Task goal:
Could you restate, exactly and with nothing added, the lines from the start of the data through the line that holds "2px #828e7c) drop-shadow(0", leaving the pictures out?
____________________
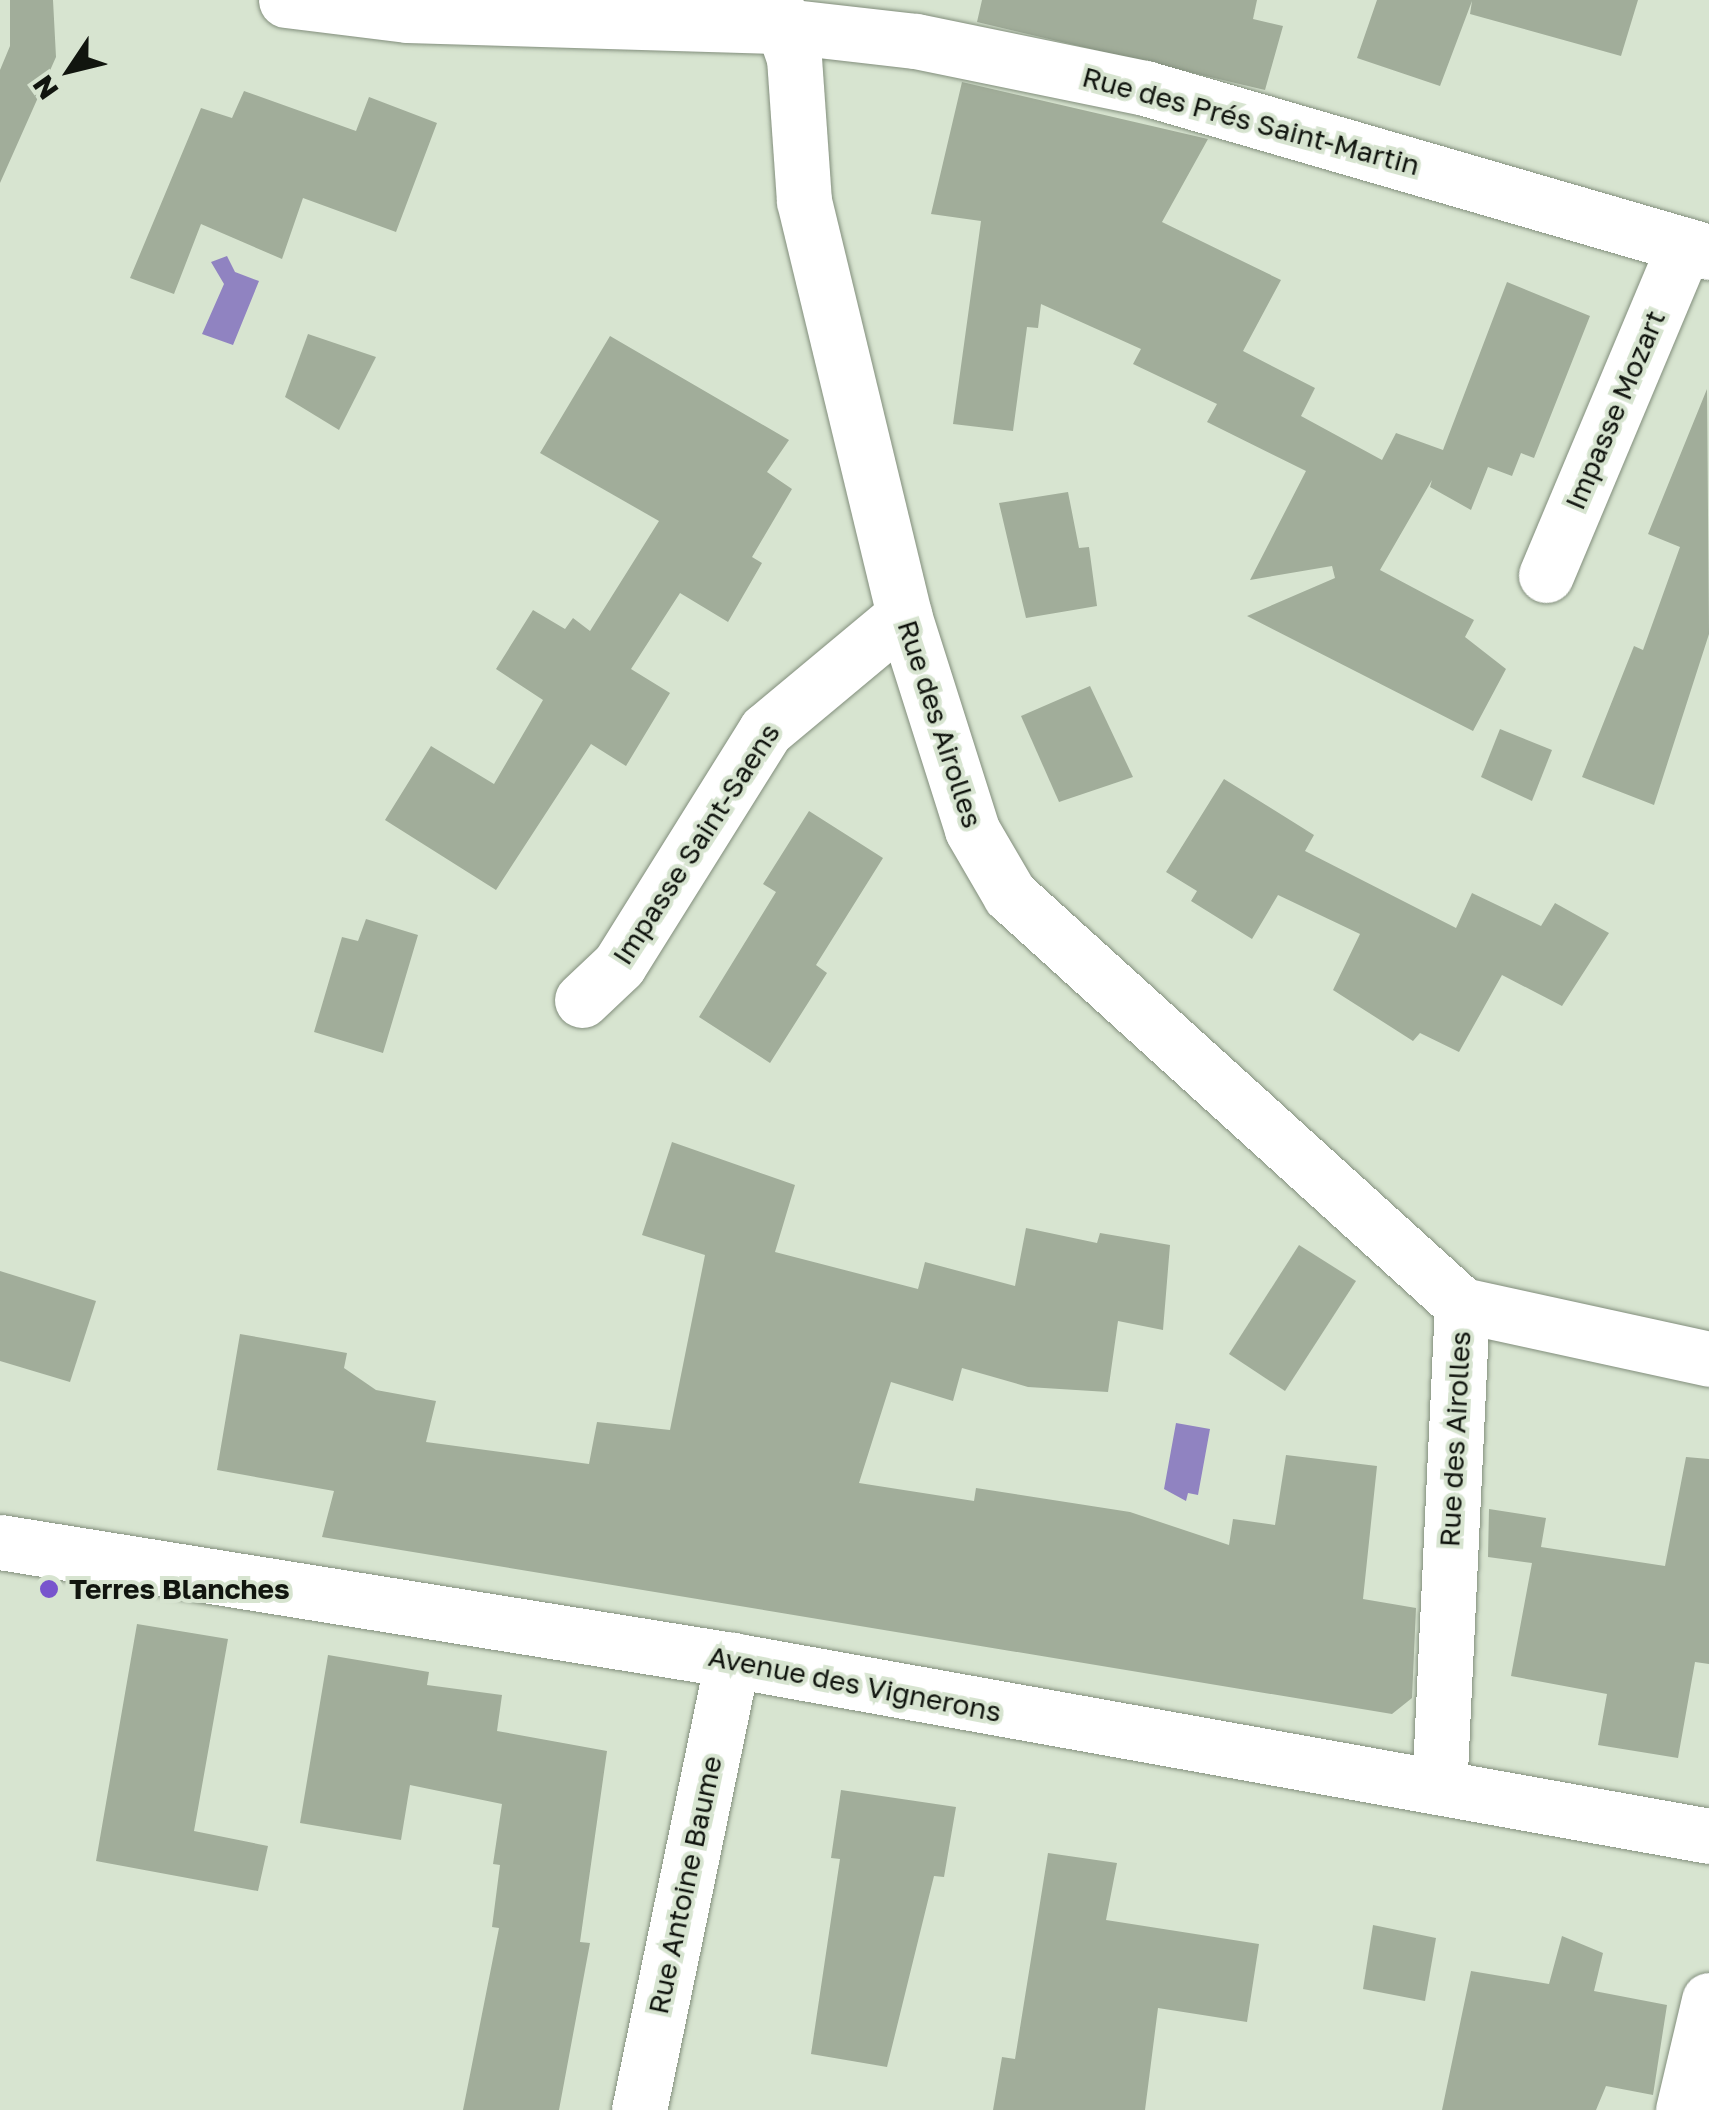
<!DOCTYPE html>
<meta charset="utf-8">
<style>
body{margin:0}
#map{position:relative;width:1709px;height:2110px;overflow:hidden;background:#d7e4d0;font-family:"Golos Text",sans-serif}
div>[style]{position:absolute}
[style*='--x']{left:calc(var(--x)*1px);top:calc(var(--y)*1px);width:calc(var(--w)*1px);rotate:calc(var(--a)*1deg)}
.water>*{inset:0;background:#9083c1}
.building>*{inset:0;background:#a1ad9a}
.roads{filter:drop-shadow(0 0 2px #828e7c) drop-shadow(0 0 2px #828e7c)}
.street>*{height:55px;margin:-27.5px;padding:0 27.5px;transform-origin:27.5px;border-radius:27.5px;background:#fff}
.secondary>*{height:55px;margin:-27.5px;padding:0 27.5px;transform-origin:27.5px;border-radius:27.5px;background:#fff}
.dots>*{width:28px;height:28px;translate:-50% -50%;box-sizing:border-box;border:5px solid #d7e4d0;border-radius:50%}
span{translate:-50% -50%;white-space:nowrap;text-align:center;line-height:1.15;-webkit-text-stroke:8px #d7e4d0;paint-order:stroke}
.street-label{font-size:28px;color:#11150f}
.poi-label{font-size:28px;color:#11150f;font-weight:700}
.left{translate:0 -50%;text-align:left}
.north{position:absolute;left:20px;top:20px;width:100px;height:100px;-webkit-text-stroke:8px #d7e4d0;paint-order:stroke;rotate:235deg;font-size:28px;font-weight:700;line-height:40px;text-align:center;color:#11150f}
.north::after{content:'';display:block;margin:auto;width:35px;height:45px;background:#11150f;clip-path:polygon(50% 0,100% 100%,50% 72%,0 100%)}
</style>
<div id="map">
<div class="water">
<i style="clip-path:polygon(227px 256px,235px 272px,259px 281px,233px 345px,202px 334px,224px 284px,211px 262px)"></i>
<i style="clip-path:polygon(1176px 1423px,1210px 1429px,1198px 1495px,1188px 1493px,1186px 1501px,1164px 1489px)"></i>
</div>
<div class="building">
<i style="clip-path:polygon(10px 0,53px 0,56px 57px,0 183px,0 70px,10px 46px)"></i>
<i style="clip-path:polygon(982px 0,1257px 0,1253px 19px,1283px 26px,1265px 90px,977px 22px)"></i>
<i style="clip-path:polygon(1377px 0,1638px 0,1621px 56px,1470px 14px,1472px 1px,1440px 86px,1357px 58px)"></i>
<i style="clip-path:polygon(962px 82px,1208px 139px,1162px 222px,1281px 280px,1243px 351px,1315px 388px,1301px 416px,1382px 460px,1396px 433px,1443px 450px,1507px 282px,1590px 316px,1534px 458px,1521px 453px,1512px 476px,1488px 467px,1471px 510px,1430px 487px,1432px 480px,1380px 570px,1474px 620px,1465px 637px,1506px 669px,1473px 731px,1247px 616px,1335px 578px,1332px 566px,1250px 580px,1306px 471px,1207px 422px,1217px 404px,1133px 364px,1141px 349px,1041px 304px,1038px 328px,1027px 327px,1013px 431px,953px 424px,981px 221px,931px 214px)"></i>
<i style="clip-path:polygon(244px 91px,356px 131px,369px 97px,437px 123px,396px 232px,303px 198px,282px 259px,201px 224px,174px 294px,130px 278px,201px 108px,232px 118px)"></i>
<i style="clip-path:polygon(308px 334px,376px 357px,339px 430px,285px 397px)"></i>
<i style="clip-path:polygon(610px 336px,789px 440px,767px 472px,792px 489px,752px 557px,762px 563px,728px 622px,680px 593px,631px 669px,670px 693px,626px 766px,591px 744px,496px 890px,385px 820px,431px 746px,494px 784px,543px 700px,496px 669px,533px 610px,565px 629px,573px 618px,590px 631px,659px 521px,540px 453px)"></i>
<i style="clip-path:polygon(1707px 389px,1709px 634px,1654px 805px,1582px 777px,1634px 646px,1643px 650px,1680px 547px,1648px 534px)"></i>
<i style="clip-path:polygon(1068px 492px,1079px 548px,1089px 547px,1097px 606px,1026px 618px,999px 503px)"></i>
<i style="clip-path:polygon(1090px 686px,1133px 777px,1059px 802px,1021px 716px)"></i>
<i style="clip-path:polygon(1500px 729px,1552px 750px,1532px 801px,1481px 777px)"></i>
<i style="clip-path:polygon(1224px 779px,1314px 835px,1305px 851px,1456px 928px,1472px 893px,1541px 926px,1555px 903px,1609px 933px,1562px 1006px,1502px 975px,1459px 1052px,1420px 1033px,1413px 1041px,1333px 990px,1360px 934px,1278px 895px,1252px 939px,1191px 901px,1197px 891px,1166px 872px)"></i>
<i style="clip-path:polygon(809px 811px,883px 858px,816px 965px,827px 973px,770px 1063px,699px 1017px,776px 892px,763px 884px)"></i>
<i style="clip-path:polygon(366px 919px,418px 935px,383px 1053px,314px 1032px,342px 937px,358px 941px)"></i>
<i style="clip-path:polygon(672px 1142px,795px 1185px,775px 1252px,918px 1289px,925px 1262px,1015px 1286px,1026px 1228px,1097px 1243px,1100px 1233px,1170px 1245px,1163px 1330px,1118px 1321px,1108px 1392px,1028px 1387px,962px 1368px,953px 1401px,891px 1382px,859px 1483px,974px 1501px,976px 1488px,1130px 1512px,1229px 1545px,1233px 1519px,1275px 1525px,1286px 1455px,1377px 1466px,1363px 1599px,1416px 1608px,1412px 1698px,1392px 1714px,322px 1537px,334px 1491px,217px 1470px,240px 1334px,347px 1353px,344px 1368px,376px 1390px,436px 1401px,426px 1442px,589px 1464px,597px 1422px,670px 1430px,705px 1255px,642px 1235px)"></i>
<i style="clip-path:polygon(1299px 1245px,1356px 1281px,1285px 1391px,1229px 1354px)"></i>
<i style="clip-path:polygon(0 1271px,96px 1301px,70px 1382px,0 1361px)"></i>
<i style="clip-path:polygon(1686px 1457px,1709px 1459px,1709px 1664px,1695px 1662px,1678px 1758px,1598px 1745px,1607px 1694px,1511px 1676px,1532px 1563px,1488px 1557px,1489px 1509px,1546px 1518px,1541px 1547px,1665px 1566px)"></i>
<i style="clip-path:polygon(137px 1624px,228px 1639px,194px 1831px,268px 1846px,258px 1891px,96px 1861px)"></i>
<i style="clip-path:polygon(328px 1655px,429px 1672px,427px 1685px,502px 1695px,497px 1731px,607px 1751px,580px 1942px,590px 1943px,559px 2110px,463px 2110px,499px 1928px,492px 1927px,500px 1865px,493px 1864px,502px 1804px,410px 1785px,401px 1840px,300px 1823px)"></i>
<i style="clip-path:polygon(841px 1790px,956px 1807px,944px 1877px,934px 1876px,887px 2067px,811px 2054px,840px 1859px,831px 1858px)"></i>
<i style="clip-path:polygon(1048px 1853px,1117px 1863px,1106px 1920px,1259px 1944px,1247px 2022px,1158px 2008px,1145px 2110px,993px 2110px,1002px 2057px,1015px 2059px)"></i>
<i style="clip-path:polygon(1373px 1925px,1436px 1938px,1425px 2001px,1363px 1989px)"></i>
<i style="clip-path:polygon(1562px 1936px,1603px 1953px,1594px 1991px,1667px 2005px,1653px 2095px,1606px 2086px,1596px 2110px,1442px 2110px,1471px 1971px,1549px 1984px)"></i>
</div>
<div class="roads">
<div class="street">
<i style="--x:286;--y:0;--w:122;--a:7.1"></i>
<i style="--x:407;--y:15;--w:377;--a:1.7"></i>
<i style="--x:784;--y:26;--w:133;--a:6.5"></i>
<i style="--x:916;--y:41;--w:234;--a:11.6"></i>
<i style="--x:1145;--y:88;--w:587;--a:16.21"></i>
<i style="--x:774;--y:0;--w:61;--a:71"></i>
<i style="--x:794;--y:58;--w:143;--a:86"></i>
<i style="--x:804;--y:201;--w:426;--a:76.4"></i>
<i style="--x:904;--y:615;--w:225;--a:72.4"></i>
<i style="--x:972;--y:830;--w:75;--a:59.7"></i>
<i style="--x:1010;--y:895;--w:610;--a:42.21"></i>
<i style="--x:1462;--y:1305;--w:483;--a:92.7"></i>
<i style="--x:1546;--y:575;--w:358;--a:-67.2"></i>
<i style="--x:582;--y:1000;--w:51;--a:-43.4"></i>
<i style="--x:619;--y:965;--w:277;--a:-58"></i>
<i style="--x:766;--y:730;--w:180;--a:-39.8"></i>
<i style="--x:1462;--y:1305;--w:253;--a:12.3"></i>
<i style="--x:639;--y:2110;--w:460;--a:-78.3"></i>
<i style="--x:1683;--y:2110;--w:113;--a:-76.7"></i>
</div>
<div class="secondary">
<i style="--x:0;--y:1542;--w:741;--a:9.16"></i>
<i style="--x:732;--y:1660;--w:993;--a:10.21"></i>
</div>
</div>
<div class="dots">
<i style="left:49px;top:1589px;background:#7854cd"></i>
</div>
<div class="street-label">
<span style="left:1251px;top:121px;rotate:15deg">Rue des Prés Saint-Martin</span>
<span style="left:1615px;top:410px;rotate:-67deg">Impasse Mozart</span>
<span style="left:940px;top:724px;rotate:72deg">Rue des Airolles</span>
<span style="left:696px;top:844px;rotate:-57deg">Impasse Saint-Saens</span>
<span style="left:1455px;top:1439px;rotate:-87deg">Rue des Airolles</span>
<span style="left:855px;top:1684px;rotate:11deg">Avenue des Vignerons</span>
<span style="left:685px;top:1885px;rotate:-78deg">Rue Antoine Baume</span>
</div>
<div class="poi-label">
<span class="left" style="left:69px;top:1589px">Terres Blanches</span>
</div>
<div class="north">N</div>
</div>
____________________
Exercise answer:
<!DOCTYPE html>
<meta charset="utf-8">
<style>
body{margin:0}
#map{position:relative;width:1709px;height:2110px;overflow:hidden;background:#d7e4d0;font-family:"Golos Text",sans-serif}
div>[style]{position:absolute}
[style*='--x']{left:calc(var(--x)*1px);top:calc(var(--y)*1px);width:calc(var(--w)*1px);rotate:calc(var(--a)*1deg)}
.water>*{inset:0;background:#9083c1}
.building>*{inset:0;background:#a1ad9a}
.roads{filter:drop-shadow(0 0 2px #828e7c) drop-shadow(0 0 2px #828e7c)}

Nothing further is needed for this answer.